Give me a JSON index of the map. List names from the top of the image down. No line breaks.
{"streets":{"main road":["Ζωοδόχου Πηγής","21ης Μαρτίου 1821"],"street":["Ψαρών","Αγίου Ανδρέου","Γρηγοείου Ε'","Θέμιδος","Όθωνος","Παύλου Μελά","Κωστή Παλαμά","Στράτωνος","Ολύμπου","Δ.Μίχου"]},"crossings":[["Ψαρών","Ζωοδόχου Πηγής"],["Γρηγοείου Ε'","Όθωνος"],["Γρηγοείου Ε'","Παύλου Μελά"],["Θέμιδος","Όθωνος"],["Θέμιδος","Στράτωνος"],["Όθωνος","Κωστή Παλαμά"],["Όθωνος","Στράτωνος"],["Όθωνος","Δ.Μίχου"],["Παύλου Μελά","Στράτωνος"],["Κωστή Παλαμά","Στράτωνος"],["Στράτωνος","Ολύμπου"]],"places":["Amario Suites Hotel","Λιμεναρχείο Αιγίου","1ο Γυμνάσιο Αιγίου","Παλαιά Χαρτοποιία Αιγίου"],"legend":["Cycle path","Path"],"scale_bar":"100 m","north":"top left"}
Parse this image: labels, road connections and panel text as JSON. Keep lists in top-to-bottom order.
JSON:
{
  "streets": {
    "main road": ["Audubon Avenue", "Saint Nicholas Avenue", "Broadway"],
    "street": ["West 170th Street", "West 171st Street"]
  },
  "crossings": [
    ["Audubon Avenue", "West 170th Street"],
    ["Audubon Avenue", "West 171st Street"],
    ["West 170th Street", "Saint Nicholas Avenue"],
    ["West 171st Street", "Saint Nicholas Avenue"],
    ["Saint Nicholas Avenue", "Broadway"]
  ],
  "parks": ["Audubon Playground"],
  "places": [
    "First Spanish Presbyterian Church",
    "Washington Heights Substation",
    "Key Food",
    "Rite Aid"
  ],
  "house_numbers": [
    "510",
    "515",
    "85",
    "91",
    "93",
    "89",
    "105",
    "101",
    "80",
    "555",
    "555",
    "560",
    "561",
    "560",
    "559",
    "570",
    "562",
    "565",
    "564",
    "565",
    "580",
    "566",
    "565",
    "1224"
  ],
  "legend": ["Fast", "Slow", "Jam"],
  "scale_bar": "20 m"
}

--*--

» EXERCISE PROMPT
Give every entry again, character for character.

» SOLUTION TO THE EXERCISE
Give me a JSON index of the map. List names from the top of the image down. No line breaks.
{"streets":{"main road":["Ζωοδόχου Πηγής","21ης Μαρτίου 1821"],"street":["Ψαρών","Αγίου Ανδρέου","Γρηγοείου Ε'","Θέμιδος","Όθωνος","Παύλου Μελά","Κωστή Παλαμά","Στράτωνος","Ολύμπου","Δ.Μίχου"]},"crossings":[["Ψαρών","Ζωοδόχου Πηγής"],["Γρηγοείου Ε'","Όθωνος"],["Γρηγοείου Ε'","Παύλου Μελά"],["Θέμιδος","Όθωνος"],["Θέμιδος","Στράτωνος"],["Όθωνος","Κωστή Παλαμά"],["Όθωνος","Στράτωνος"],["Όθωνος","Δ.Μίχου"],["Παύλου Μελά","Στράτωνος"],["Κωστή Παλαμά","Στράτωνος"],["Στράτωνος","Ολύμπου"]],"places":["Amario Suites Hotel","Λιμεναρχείο Αιγίου","1ο Γυμνάσιο Αιγίου","Παλαιά Χαρτοποιία Αιγίου"],"legend":["Cycle path","Path"],"scale_bar":"100 m","north":"top left"}
Parse this image: labels, road connections and panel text as JSON. Keep lists in top-to-bottom order.
JSON:
{
  "streets": {
    "main road": ["Audubon Avenue", "Saint Nicholas Avenue", "Broadway"],
    "street": ["West 170th Street", "West 171st Street"]
  },
  "crossings": [
    ["Audubon Avenue", "West 170th Street"],
    ["Audubon Avenue", "West 171st Street"],
    ["West 170th Street", "Saint Nicholas Avenue"],
    ["West 171st Street", "Saint Nicholas Avenue"],
    ["Saint Nicholas Avenue", "Broadway"]
  ],
  "parks": ["Audubon Playground"],
  "places": [
    "First Spanish Presbyterian Church",
    "Washington Heights Substation",
    "Key Food",
    "Rite Aid"
  ],
  "house_numbers": [
    "510",
    "515",
    "85",
    "91",
    "93",
    "89",
    "105",
    "101",
    "80",
    "555",
    "555",
    "560",
    "561",
    "560",
    "559",
    "570",
    "562",
    "565",
    "564",
    "565",
    "580",
    "566",
    "565",
    "1224"
  ],
  "legend": ["Fast", "Slow", "Jam"],
  "scale_bar": "20 m"
}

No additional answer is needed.